Action: I have reported failure to enable the Total CPU Utilization Percentage counter by default and the erroneous indication of Available Megabytes of Memory as not enabled by default to Microsoft Connect as bugs in this Bug Feedback item. I’ve also suggested that these two counters be enabled by default in this Suggestion item. I’ll wait until tomorrow for the verdict on data storage grooming.


3 comments:

Daniele Muscetta said...

Roger - I am not sure if you saw my reply to your comment on http://blogs.technet.com/b/momteam/archive/2011/08/12/application-performance-monitoring-in-opsmgr-2012-beta.aspx

There are multiple reasons for not enabling those rules by default - the most important of which is that the customer gets billed for IO and storage transactions, and we want them to consciously enable this being aware of it - not find out later when they get a higher bill.
Another reason is that it is not guaranteed that the customer actually has those counters enabled and collected in table storage.

Another couple of points would be that the UI behaviour (=not showing "enabled" after having enabled thru overrides) is by design in OM - only the default value is shown in the grid; the overridden value is shown in the "overrides" view, in the "overrides" report, among other places.

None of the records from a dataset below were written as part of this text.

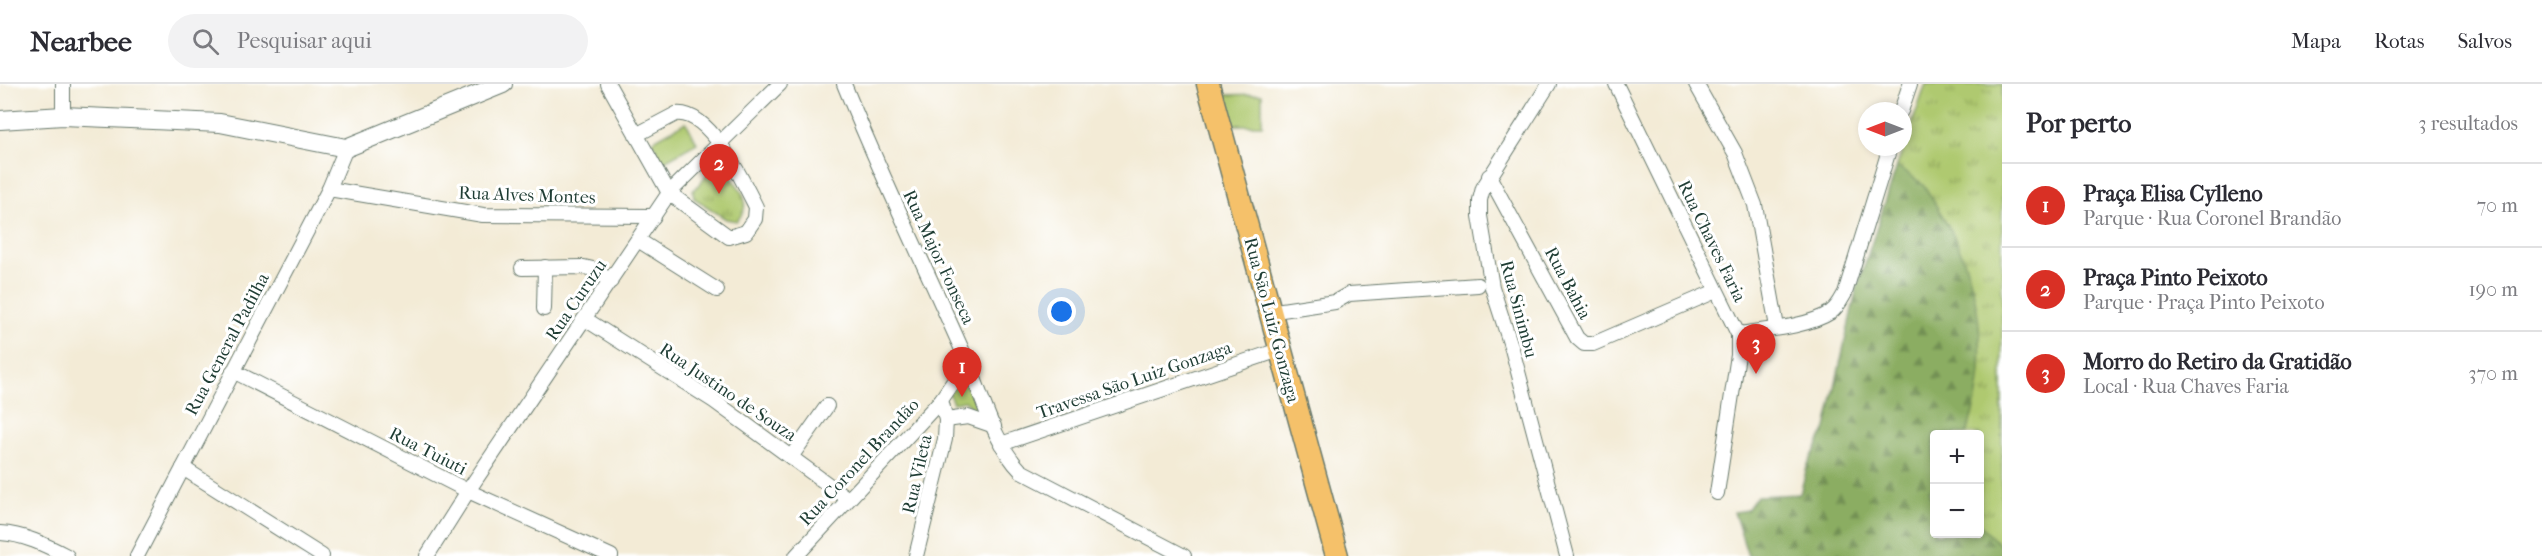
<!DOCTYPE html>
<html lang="pt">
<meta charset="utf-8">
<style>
:root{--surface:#fff;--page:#f2f2f3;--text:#2b2b33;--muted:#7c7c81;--line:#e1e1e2;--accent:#d93025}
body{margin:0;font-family:"IM FELL French Canon",serif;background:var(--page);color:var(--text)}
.controls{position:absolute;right:18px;bottom:18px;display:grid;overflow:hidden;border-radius:6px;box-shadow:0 3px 9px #0003}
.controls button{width:54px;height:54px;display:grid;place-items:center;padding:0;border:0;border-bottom:2px solid var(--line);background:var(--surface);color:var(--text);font:30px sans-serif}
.compass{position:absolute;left:1858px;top:18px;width:54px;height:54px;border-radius:50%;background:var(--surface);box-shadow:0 3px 9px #0003;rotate:270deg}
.you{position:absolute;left:1062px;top:228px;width:21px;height:21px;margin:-15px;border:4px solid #fff;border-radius:50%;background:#1a73e8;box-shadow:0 0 0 9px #1a73e833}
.badge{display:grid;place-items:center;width:39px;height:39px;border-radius:50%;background:var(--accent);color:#fff;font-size:20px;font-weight:700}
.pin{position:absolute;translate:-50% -50px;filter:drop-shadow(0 2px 3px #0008)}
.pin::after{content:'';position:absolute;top:32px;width:21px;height:18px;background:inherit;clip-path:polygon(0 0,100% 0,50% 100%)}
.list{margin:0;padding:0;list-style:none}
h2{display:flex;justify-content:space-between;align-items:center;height:78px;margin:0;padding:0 24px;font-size:26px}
h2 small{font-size:20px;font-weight:400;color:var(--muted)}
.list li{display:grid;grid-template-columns:39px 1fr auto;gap:18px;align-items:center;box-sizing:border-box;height:84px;padding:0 24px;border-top:2px solid var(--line)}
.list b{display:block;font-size:22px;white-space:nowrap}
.list p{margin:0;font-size:20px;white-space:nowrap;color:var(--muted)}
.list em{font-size:20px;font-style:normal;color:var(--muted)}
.icon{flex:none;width:33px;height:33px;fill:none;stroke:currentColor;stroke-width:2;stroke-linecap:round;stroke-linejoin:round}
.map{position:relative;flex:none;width:2002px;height:472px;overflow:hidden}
header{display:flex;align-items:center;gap:36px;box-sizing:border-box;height:84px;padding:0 30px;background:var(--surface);border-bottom:2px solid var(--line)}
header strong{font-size:28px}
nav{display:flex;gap:33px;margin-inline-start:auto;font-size:21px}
.search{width:420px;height:54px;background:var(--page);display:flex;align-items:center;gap:15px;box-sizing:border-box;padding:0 21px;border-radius:33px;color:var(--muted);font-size:22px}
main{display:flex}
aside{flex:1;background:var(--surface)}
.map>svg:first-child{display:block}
</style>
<header>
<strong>Nearbee</strong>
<div class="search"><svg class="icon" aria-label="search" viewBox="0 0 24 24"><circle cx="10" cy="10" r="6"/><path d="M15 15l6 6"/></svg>Pesquisar aqui</div>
<nav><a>Mapa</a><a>Rotas</a><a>Salvos</a></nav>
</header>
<main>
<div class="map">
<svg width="2002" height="472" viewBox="0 0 2002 472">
<defs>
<pattern id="forest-firs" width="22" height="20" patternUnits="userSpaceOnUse" patternTransform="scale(1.5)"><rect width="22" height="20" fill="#8bad62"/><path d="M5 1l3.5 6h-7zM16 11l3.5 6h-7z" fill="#718e52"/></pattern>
<pattern id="park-tufts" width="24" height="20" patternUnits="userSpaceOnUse" patternTransform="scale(1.5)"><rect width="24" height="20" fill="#afc96f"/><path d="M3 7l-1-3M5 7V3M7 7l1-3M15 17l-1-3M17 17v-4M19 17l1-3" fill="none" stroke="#8ea45c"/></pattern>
</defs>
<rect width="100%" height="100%" fill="#fff"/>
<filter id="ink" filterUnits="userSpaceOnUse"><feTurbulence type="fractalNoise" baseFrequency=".0167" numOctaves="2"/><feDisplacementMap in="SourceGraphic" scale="12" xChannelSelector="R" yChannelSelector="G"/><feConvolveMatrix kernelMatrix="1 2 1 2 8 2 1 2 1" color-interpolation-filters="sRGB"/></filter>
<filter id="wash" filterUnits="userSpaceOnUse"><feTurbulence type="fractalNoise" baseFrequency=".008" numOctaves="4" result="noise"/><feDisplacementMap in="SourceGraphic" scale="24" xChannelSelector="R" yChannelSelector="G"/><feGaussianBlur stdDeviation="1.35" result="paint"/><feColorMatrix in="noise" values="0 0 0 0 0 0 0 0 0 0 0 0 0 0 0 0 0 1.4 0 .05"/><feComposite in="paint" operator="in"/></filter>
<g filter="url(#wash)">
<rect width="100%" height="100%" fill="#f3ebd6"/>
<g fill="#afc96f" stroke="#678352" stroke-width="1.5">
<path d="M1262 10V41H1222V11Z"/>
<path d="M686 38 697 59 663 78 652 57Z"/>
</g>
<path fill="url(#forest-firs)" stroke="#55754b" stroke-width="1.5" d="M1897 82C1905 88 1915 94 1923 101 1930 109 1935 120 1940 128 1981 192 1993 279 1966 350H1934V402L1929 407 1930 412 1934 414V450H1980V441L2002 463V472H1748L1734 428 1747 426 1757 412 1800 410 1807 383 1826 344 1856 207Z"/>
<g fill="url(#park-tufts)" stroke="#678352" stroke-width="1.5">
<path d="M1926 0H2002V463L1980 441V350H1966C1993 279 1981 192 1940 128 1935 120 1930 109 1923 101 1915 94 1905 88 1897 82Z"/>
<path d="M717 84H724C737 102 756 116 737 137L726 135 694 114 693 107 709 89Z"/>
<path d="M962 292 983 334 965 317 953 319 949 310Z"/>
</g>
</g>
<g filter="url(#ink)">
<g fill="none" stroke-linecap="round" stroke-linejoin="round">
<defs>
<g id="minor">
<path d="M608 0 669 109 729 153 746 148 755 135 756 123C743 97 710 26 676 30L636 51"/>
<path d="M844 0C882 94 926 184 967 277 983 313 993 358 1021 387L1184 472"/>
<path d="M1549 0 1483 104 1480 116V132L1492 203 1512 265 1567 472"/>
<path d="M1616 0 1738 250V271L1717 409"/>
<path d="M1696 0 1735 69 1755 121 1777 243"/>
<path d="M1901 27 1910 0"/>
<path d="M63 32V0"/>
<path d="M1489 92 1577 254 1584 260H1593L1716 207"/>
<path d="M329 105 483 131 654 132"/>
<path d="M638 156 717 206"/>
<path d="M522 184 584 183 593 185 611 197"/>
<path d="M544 225 545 183"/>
<path d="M1269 228 1335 218 1349 210 1478 201"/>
<path d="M585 235 714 317 848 415"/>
<path d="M1738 250C1765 246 1808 243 1831 228 1838 223 1841 216 1845 209L1890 63"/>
<path d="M233 287 468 407 611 472"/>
<path d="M946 336 968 333 994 342"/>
<path d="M1001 360 1279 266"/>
<path d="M791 373 827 322"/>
<path d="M183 384 322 472"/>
<path d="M0 449C23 450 46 461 67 472"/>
<path d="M137 472 329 105 346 64"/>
<path d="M427 472 468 407 669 109 780 0"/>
<path d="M796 472 941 316 967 278"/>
<path d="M916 472 945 355 946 336 941 316"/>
</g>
<path id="tertiary" d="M0 36 63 32 220 39 346 64 503 0"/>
<path id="primary" d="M1208 0 1337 472"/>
</defs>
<use href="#minor" stroke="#697a6d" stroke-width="16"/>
<use href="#tertiary" stroke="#697a6d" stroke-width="20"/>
<use href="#primary" stroke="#697a6d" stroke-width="25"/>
<use href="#minor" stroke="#fff" stroke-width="14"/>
<use href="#tertiary" stroke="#fff" stroke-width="18"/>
<use href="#primary" stroke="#f5c16b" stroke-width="22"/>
</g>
</g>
<g text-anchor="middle" stroke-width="6" stroke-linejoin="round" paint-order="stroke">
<g font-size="18" fill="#1f3d34" stroke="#fff">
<text transform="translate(527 111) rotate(2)" y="6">Rua Alves Montes</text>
<text transform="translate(1712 157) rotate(64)" y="6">Rua Chaves Faria</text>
<text transform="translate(939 173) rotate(65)" y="6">Rua Major Fonseca</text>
<text transform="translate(1568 199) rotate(62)" y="6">Rua Bahia</text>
<text transform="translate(576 216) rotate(-56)" y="6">Rua Curuzu</text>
<text transform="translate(1519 225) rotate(75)" y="6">Rua Sinimbu</text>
<text transform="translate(1272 236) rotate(75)" y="6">Rua São Luiz Gonzaga</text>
<text transform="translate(227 260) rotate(-62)" y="6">Rua General Padilha</text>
<text transform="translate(1134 296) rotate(-19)" y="6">Travessa São Luiz Gonzaga</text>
<text transform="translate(728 308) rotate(34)" y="6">Rua Justino de Souza</text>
<text transform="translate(428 367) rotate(27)" y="6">Rua Tuiuti</text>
<text transform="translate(859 378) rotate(-47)" y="6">Rua Coronel Brandão</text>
<text transform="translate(917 390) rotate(-77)" y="6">Rua Vileta</text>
</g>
</g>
</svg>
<div class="controls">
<button>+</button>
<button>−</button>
</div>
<svg class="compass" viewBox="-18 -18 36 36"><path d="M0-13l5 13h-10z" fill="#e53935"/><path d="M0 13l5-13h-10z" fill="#7c7c81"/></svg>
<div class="you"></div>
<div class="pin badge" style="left:962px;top:313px">1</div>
<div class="pin badge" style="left:719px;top:110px">2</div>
<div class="pin badge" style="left:1756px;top:290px">3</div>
</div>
<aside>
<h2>Por perto<small>3 resultados</small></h2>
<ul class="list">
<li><span class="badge">1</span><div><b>Praça Elisa Cylleno</b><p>Parque · Rua Coronel Brandão</p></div><em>70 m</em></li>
<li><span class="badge">2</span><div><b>Praça Pinto Peixoto</b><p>Parque · Praça Pinto Peixoto</p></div><em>190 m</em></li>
<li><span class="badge">3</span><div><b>Morro do Retiro da Gratidão</b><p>Local · Rua Chaves Faria</p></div><em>370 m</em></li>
</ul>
</aside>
</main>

One last note is about the diagram/architecture you took from our blog - that diagram depicts the APM feature in OpsMgr 2012 - at the time of writing that is just for on-premise monitoring of IIS machines that have the OpsMgr agent installed.
The current Azure MP works diferently, not deploying an agent on the Azure VMs, but using the WAD tables as well as the Azure management API.

Hope that helps.

Roger Jennings (--rj) said...

Daniele,

Thanks for the clarification.

Daniele Muscetta said...

You are welcome. Thanks for the very good step-by-step tutorial!